The Santa Cruz Solution
Morgan’s production restores the comedic resolution in quite a novel, but quite complex, way. It is set up from the very first moments of the play, or before actually, when the cast wanders freely about the audience and onto the stage improvising around material excerpted from Shakespeare’s “induction” scene. Rarely seen in the modern theater, the “induction,” or introduction, is a sub-plot involving a town drunk named Christopher Sly. In the Folio text, he is fooled by an elaborate charade into believing he is a great lord, for whom the main play is being presented, and then – once it is underway – mysteriously disappears never to return.

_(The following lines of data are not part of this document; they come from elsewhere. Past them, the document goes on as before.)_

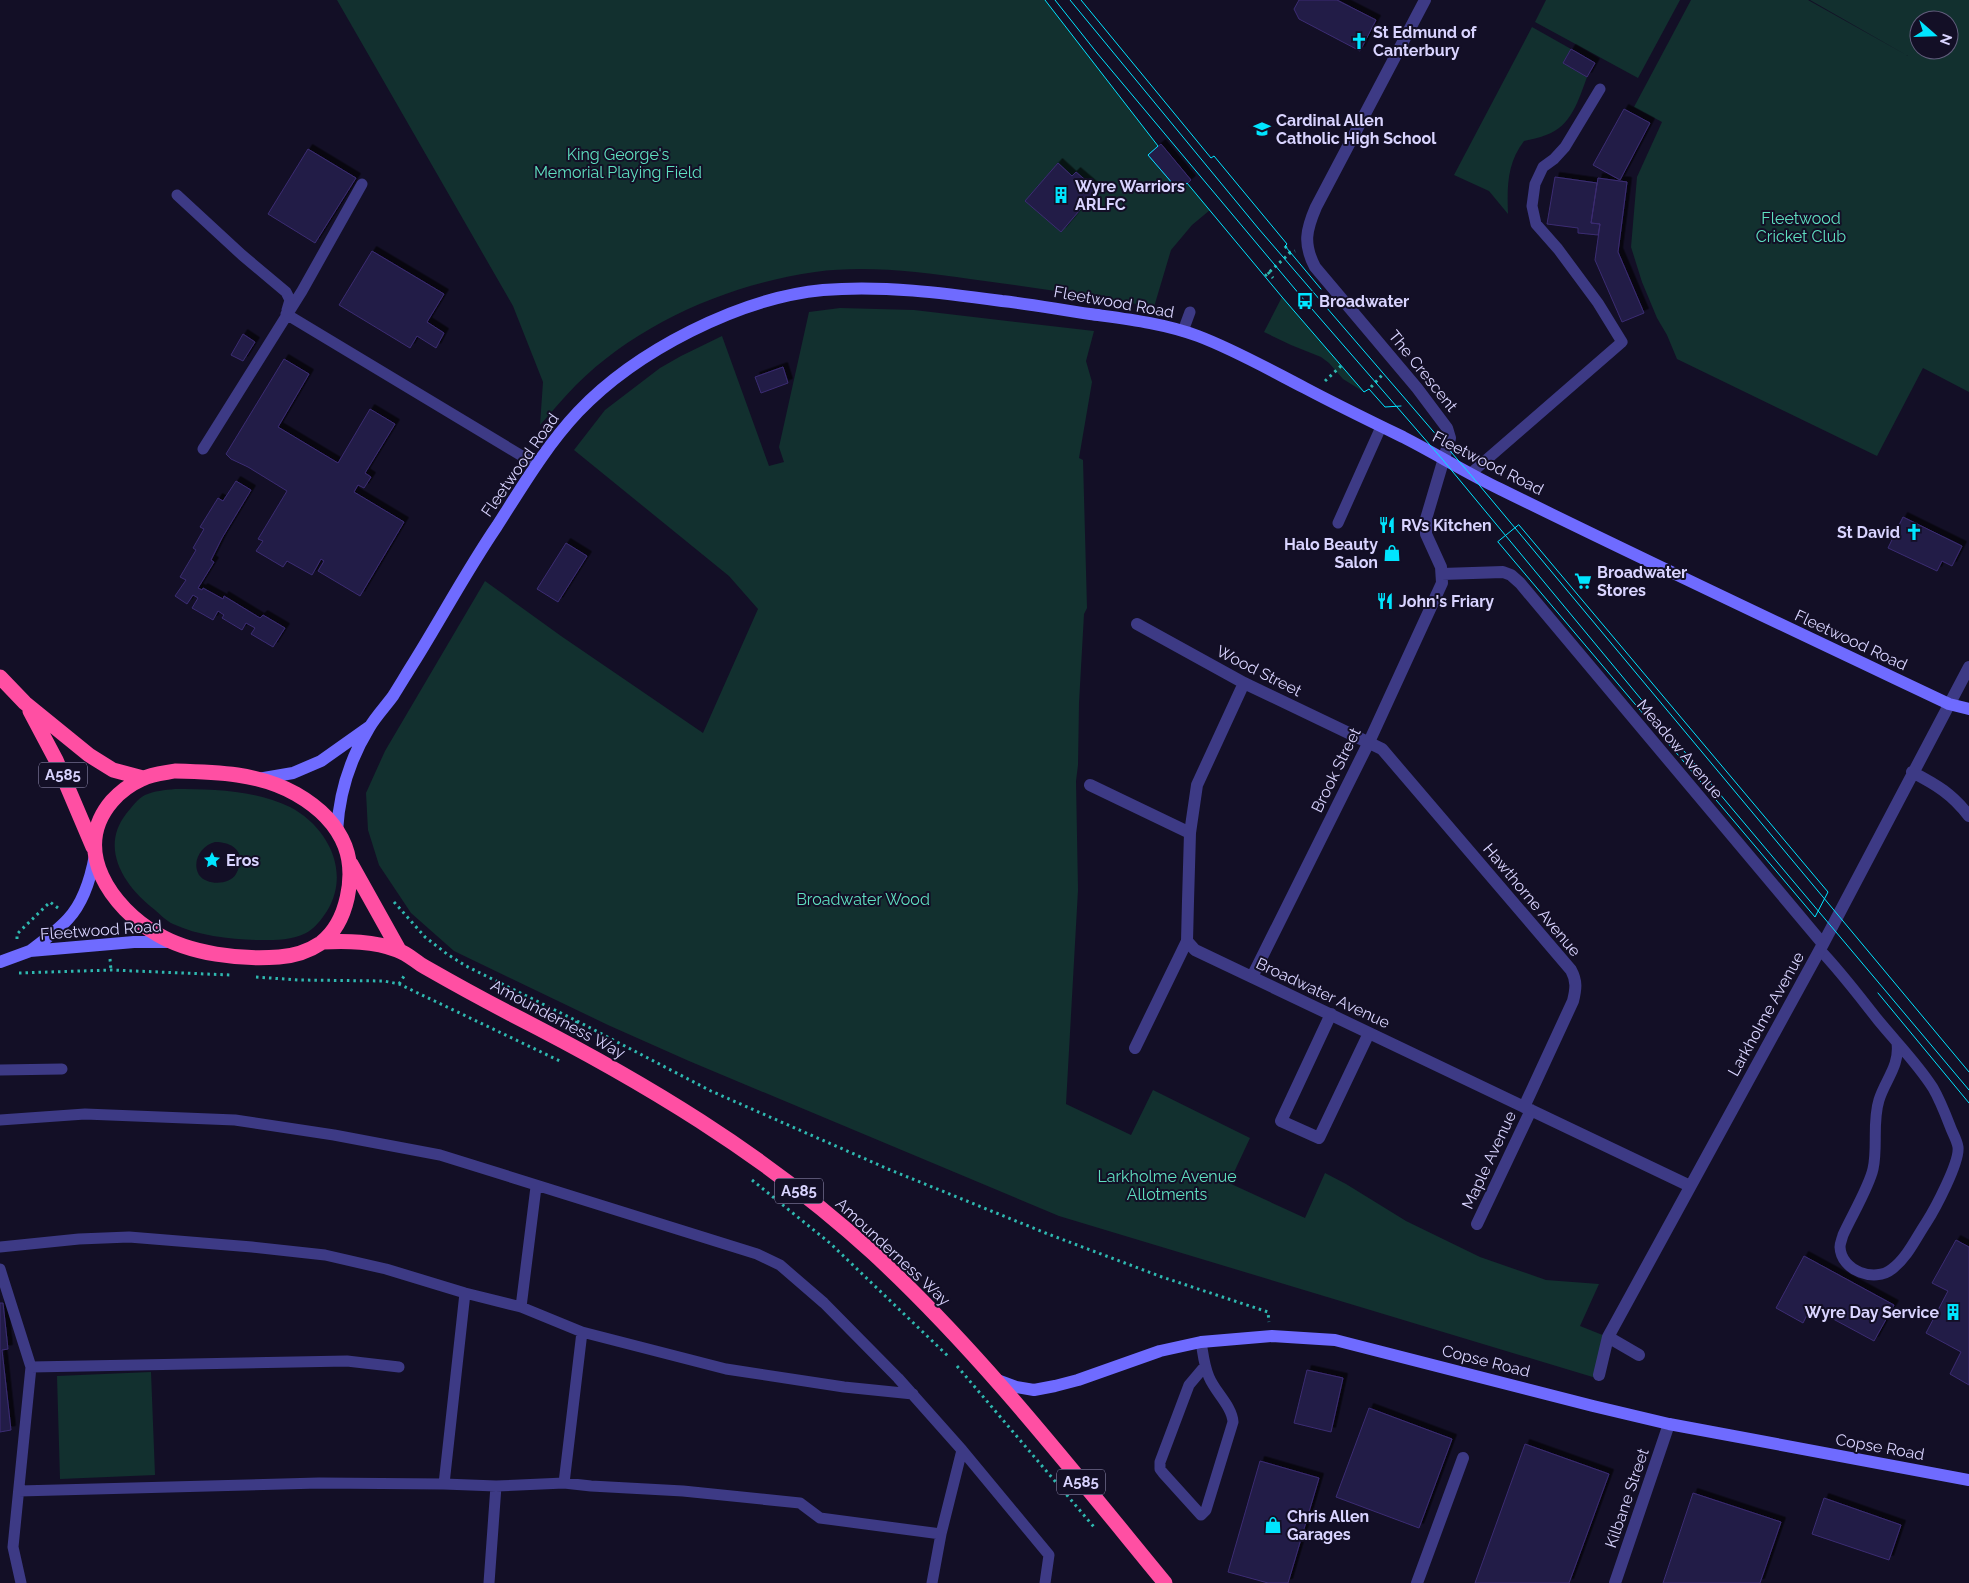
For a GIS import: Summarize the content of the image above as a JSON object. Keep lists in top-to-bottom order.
{
  "streets": {
    "highway": ["A585", "Amounderness Way"],
    "street": [
      "Fleetwood Road",
      "The Crescent",
      "Wood Street",
      "Meadow Avenue",
      "Brook Street",
      "Hawthorne Avenue",
      "Broadwater Avenue",
      "Larkholme Avenue",
      "Maple Avenue",
      "Copse Road",
      "Kilbane Street"
    ]
  },
  "crossings": [
    ["Fleetwood Road", "The Crescent"],
    ["Fleetwood Road", "A585"],
    ["Fleetwood Road", "Larkholme Avenue"],
    ["Wood Street", "Brook Street"],
    ["Wood Street", "Hawthorne Avenue"],
    ["Meadow Avenue", "Brook Street"],
    ["Meadow Avenue", "Larkholme Avenue"],
    ["Brook Street", "Hawthorne Avenue"],
    ["Brook Street", "Broadwater Avenue"],
    ["A585", "Amounderness Way"],
    ["Hawthorne Avenue", "Broadwater Avenue"],
    ["Hawthorne Avenue", "Maple Avenue"],
    ["Broadwater Avenue", "Larkholme Avenue"],
    ["Broadwater Avenue", "Maple Avenue"],
    ["Amounderness Way", "Copse Road"],
    ["Copse Road", "Kilbane Street"]
  ],
  "parks": [
    "King George's Memorial Playing Field",
    "Fleetwood Cricket Club",
    "Broadwater Wood",
    "Larkholme Avenue Allotments"
  ],
  "places": {
    "church": ["St Edmund of Canterbury", "St David"],
    "school or university": ["Cardinal Allen Catholic High School"],
    "building": ["Wyre Warriors ARLFC", "Wyre Day Service"],
    "bus stop": ["Broadwater"],
    "restaurant": ["RVs Kitchen", "John's Friary"],
    "shop": ["Halo Beauty Salon", "Chris Allen Garages"],
    "supermarket": ["Broadwater Stores"],
    "place": ["Eros"]
  },
  "north": "right"
}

The Santa Cruz production borrowed only a few lines and a bit of this subplot, but retained the detail that Sly sinks into a dreamlike stupor as the main action is beginning, in this case, downstage center on the suddenly abandoned stage.* This was related to, if not caused by, the surreal arrival of a harlequin-esque servant, Biondello (played by Andrew P. Quick), apparently kayaking – sans kayak – through the air. Sly watched a short bit of the ensuing action in which Biondello’s master, a wealthy, young Lucentio (amiably personated by Elvin McRae) arrived in town to study and have some fun. Upon realizing that the newcomers didn’t see or react to him, Sly turned to the front rows through which he was stumbling away and asked pointedly, “Am I dreaming?”
Confirmation that he was dreaming came quickly, when the same actor (the brilliant Fred Arsenault) arrived back onstage as the play’s protagonist, Petruchio. As is implied by the now common doubling of Theseus/Oberon as dream doppelgangers in Midsummer, this Petruchio was still in Sly’s clothes, but was a more powerful, successful, and confident version of him – his dream self.
Look and Feel
For much of the ensuing action, while Petruchio first woos, then weds, and finally tames the fiery Kate, the production seemed rather conventional – even old-fashioned. A director’s note tells us that the production is set, not in Padua, but in 15th Century Galacia (now a part of Spain), but it was hard to see a sharp distinction from the prototypical setting of Renaissance Italy in anything more than a bit of local color in B. Modern’s costumes. It looked and sounded like the broad comedy the play was once held to be.
The antagonist/female lead, Kate, played by Gretchen Hall, was a great deal meaner and more unsympathetic than most – the logic of which eventually became clear, as will be explored below. V Craig Heidenreich, playing Baptista, father to both Kate and a much-sought-after, mild-mannered daughter named Bianca (played by Victoria Nassif), not only looked a great deal like John Lithgow, but openly imitated his famous dead-pan, falling delivery. Petruchio’s servant, Grumio, (Conan McCarthy) was kilted and hard-drinking. Gremio, one of Bianca’s suitors, was played very broadly by local staple Kit Wilder, earning most of his laughs through funny sounds added to the ends of his lines. William Elsman played Hortensio as a more plausible third suitor for Bianca than is typical, but none of these characterizations were particularly nuanced or dimensional. Generally speaking, then, it seemed it was to be a thoroughly conventional, if lightweight, production.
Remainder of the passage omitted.